Records:
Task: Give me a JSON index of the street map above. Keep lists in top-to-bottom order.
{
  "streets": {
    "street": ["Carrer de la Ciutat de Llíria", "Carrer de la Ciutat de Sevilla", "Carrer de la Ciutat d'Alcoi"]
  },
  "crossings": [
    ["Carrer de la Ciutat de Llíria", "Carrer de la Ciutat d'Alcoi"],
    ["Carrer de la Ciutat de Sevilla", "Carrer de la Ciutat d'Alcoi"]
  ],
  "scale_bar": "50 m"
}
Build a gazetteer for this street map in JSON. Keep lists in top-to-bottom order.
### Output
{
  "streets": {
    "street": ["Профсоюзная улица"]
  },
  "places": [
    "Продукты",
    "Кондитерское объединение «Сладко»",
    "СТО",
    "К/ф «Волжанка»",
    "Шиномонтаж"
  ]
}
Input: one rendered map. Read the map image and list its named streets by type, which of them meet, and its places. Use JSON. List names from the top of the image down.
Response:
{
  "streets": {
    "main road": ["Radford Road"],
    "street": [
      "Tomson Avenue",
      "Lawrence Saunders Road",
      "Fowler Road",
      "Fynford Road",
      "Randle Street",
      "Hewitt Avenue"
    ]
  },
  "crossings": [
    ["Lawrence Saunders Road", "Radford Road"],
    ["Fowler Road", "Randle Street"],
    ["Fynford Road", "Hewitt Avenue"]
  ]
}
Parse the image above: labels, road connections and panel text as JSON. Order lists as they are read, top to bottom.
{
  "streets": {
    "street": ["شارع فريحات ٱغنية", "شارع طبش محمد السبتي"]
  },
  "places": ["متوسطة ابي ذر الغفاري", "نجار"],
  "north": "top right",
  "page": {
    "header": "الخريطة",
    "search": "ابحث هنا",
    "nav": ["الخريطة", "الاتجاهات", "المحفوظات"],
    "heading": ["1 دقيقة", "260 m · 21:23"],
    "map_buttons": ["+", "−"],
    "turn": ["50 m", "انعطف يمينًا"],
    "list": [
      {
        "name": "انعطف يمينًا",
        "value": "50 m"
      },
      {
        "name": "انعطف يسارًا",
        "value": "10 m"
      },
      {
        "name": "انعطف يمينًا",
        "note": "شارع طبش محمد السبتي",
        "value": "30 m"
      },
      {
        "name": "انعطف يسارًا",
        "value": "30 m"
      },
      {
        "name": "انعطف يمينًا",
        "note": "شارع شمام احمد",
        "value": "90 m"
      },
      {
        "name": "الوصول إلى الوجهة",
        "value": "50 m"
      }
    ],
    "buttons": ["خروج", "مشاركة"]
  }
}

Work order: Copy from the line with "Input: one rendered" to the final line of the records, inclusive, and add nothing else.

Exercise result:
Input: one rendered map. Read the map image and list its named streets by type, which of them meet, and its places. Use JSON. List names from the top of the image down.
Response:
{
  "streets": {
    "main road": ["Radford Road"],
    "street": [
      "Tomson Avenue",
      "Lawrence Saunders Road",
      "Fowler Road",
      "Fynford Road",
      "Randle Street",
      "Hewitt Avenue"
    ]
  },
  "crossings": [
    ["Lawrence Saunders Road", "Radford Road"],
    ["Fowler Road", "Randle Street"],
    ["Fynford Road", "Hewitt Avenue"]
  ]
}
Parse the image above: labels, road connections and panel text as JSON. Order lists as they are read, top to bottom.
{
  "streets": {
    "street": ["شارع فريحات ٱغنية", "شارع طبش محمد السبتي"]
  },
  "places": ["متوسطة ابي ذر الغفاري", "نجار"],
  "north": "top right",
  "page": {
    "header": "الخريطة",
    "search": "ابحث هنا",
    "nav": ["الخريطة", "الاتجاهات", "المحفوظات"],
    "heading": ["1 دقيقة", "260 m · 21:23"],
    "map_buttons": ["+", "−"],
    "turn": ["50 m", "انعطف يمينًا"],
    "list": [
      {
        "name": "انعطف يمينًا",
        "value": "50 m"
      },
      {
        "name": "انعطف يسارًا",
        "value": "10 m"
      },
      {
        "name": "انعطف يمينًا",
        "note": "شارع طبش محمد السبتي",
        "value": "30 m"
      },
      {
        "name": "انعطف يسارًا",
        "value": "30 m"
      },
      {
        "name": "انعطف يمينًا",
        "note": "شارع شمام احمد",
        "value": "90 m"
      },
      {
        "name": "الوصول إلى الوجهة",
        "value": "50 m"
      }
    ],
    "buttons": ["خروج", "مشاركة"]
  }
}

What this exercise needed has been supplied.